3 D Printers Are Amazing; But They Also Tell Us That Factory Jobs Will Soon Disappear
By Paolo von Schirach
January 29, 2014
WASHINGTON – We know a lot about the dark side of globalization. Information technology, plus improved and low-cost logistics allowed a gigantic shift of most manufacturing activities from high labor cost Europe and America to low labor cost Asia, first and foremost China. And so, thanks to the new opportunities to outsource manufacturing created by globalization, Europe and America lost millions of jobs.
Old jobs are gone
Most of these jobs are gone –for good. And that’s the way it is. Some politicians try to gain points by blaming “evil” corporations that “choose” to export jobs to low-cost countries. This argument assumes that there is indeed a choice. Sure, how would you like to make T-shirts in North Carolina that would retail at $ 10 or 15 a piece when the same T-shirt made in China or Bangladesh retails for $ 5? Which company can stay in business with competitors selling essentially the same product at half the price or less?
More to come
Be that as it may, we have not seen the end of this tale. In fact, today’s Asian winners may be tomorrow’s losers. Picture this. If you are a Chinese migrant worker who left poverty in a rural village seeking a better life as a factory worker, your luck –such as it is, as working conditions in Chinese factories are grim– may end soon. In part it may be because your Chinese employer may want to relocate the factory to another country (Cambodia, Bangladesh) where labor is even cheaper. But most likely you may soon be unemployed because technology will cause your job to simply vanish.
Amazing 3 D printers
This is no exaggeration. You may have read about 3 D printing. Well, at the moment this futuristic technology that allows you to literally “make” objects at home, without the support of a small factory or workshop, is still in its infancy. But it is getting better every year. Primitive 3 D printers could only make simple plastic parts. Now they can make metal parts. Soon enough they will be able to make fully functioning complex products.
Want a toaster?…
So, imagine this. Today here in the US, if you want to buy a toaster you go on-line and look for a good product at a good price. You find one on Amazon. In just a few minutes, you can place your order and complete your transaction. Your toaster will be delivered to your door by UPS or FedEx in just a few days. Low cost, simple, clean an efficient.

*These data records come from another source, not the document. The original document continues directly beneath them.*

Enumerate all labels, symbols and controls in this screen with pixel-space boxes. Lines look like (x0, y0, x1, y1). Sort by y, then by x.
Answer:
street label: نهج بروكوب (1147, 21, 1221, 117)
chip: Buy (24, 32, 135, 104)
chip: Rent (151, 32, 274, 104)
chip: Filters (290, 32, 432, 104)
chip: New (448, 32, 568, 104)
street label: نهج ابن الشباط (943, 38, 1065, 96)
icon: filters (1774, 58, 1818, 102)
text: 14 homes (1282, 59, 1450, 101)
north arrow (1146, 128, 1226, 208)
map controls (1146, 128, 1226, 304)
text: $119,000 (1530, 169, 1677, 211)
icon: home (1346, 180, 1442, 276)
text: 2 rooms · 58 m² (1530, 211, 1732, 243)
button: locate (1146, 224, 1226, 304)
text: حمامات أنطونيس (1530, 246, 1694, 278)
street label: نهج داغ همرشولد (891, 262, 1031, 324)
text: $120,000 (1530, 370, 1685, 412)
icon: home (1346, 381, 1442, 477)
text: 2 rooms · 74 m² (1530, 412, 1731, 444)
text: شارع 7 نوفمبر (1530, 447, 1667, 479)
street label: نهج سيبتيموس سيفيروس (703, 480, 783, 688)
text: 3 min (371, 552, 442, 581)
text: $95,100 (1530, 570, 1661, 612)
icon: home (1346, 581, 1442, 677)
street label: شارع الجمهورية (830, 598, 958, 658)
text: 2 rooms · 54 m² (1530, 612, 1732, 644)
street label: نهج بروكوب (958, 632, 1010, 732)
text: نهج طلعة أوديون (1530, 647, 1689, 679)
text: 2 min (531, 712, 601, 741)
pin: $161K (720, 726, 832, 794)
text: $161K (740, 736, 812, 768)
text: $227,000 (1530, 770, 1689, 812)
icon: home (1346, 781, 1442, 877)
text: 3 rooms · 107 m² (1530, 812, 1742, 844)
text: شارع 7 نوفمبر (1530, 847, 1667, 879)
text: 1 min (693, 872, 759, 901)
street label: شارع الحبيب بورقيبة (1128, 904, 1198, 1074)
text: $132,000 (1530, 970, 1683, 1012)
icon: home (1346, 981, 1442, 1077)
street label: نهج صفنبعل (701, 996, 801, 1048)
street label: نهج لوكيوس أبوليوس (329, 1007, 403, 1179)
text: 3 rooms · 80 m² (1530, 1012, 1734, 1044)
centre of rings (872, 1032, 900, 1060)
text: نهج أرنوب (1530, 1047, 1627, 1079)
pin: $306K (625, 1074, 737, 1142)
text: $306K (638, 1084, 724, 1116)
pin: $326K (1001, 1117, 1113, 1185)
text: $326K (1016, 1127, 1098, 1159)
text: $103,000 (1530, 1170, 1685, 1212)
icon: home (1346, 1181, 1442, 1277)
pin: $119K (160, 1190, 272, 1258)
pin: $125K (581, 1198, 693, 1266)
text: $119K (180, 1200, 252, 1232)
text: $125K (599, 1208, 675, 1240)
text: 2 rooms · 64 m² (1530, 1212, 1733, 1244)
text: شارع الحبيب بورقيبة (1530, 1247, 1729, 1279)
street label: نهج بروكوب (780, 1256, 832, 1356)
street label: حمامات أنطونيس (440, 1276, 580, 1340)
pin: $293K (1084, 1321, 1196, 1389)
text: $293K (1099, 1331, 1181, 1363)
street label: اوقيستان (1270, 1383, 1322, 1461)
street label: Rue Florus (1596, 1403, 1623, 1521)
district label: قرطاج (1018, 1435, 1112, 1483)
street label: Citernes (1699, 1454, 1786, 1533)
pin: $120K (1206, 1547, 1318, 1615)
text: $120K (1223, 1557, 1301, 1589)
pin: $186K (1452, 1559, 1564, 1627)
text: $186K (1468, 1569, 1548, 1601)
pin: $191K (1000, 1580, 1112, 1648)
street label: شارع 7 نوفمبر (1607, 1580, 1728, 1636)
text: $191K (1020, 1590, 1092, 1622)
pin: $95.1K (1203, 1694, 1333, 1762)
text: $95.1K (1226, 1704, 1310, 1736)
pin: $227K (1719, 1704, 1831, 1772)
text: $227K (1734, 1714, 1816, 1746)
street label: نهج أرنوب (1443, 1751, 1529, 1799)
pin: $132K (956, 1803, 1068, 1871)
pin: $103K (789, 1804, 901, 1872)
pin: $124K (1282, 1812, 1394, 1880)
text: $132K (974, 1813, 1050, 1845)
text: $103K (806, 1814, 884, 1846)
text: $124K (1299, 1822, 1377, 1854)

Your toaster was made in China by the migrant worker mentioned above who had left the village seeking a better life. It was shipped to America inside a container that had been loaded onto a mega container ship that landed in Los Angeles. Then the container was moved by rail or truck to a large warehouse managed by Amazon. When you place your order on-line, the toaster you selected is placed on a plane or truck and delivered to you via UPS, FedEx or US Mail. The chain that begins in a factory in China and ends up at your door is long and complex. But it is lean and efficient.
…Make it at home
OK, fast forward to tomorrow. Tomorrow you will have at home a new generation 3 D printer that can actually “make” the toaster. You want a new toaster? You go on-line and you buy the specs for your toaster that are included in a software package. You download the specs into your 3 D printer and the printer “makes” your toaster. Sounds far-fetched? Not really. We are not there yet. But we are getting there, probably sooner than we can all think.
No more jobs
If this is indeed the future, imagine all the implications. The implications are that the factory in China that makes the toasters is redundant, and so are all the people employed there: workers, supervisors, managers, janitors, you name it. Furthermore, the complex logistics network necessary to move the toaster from the Chinese factory into a container ship and then to the Amazon warehouse is also redundant. And that means that all the people who support it are redundant: from the shipyard workers who make the container ships to the truck drivers who move the container from port to its final destination. And this is not the end. FedEx and UPS, whose business is mostly about moving all these boxes with toasters, TVs and hair dryers in them, become redundant.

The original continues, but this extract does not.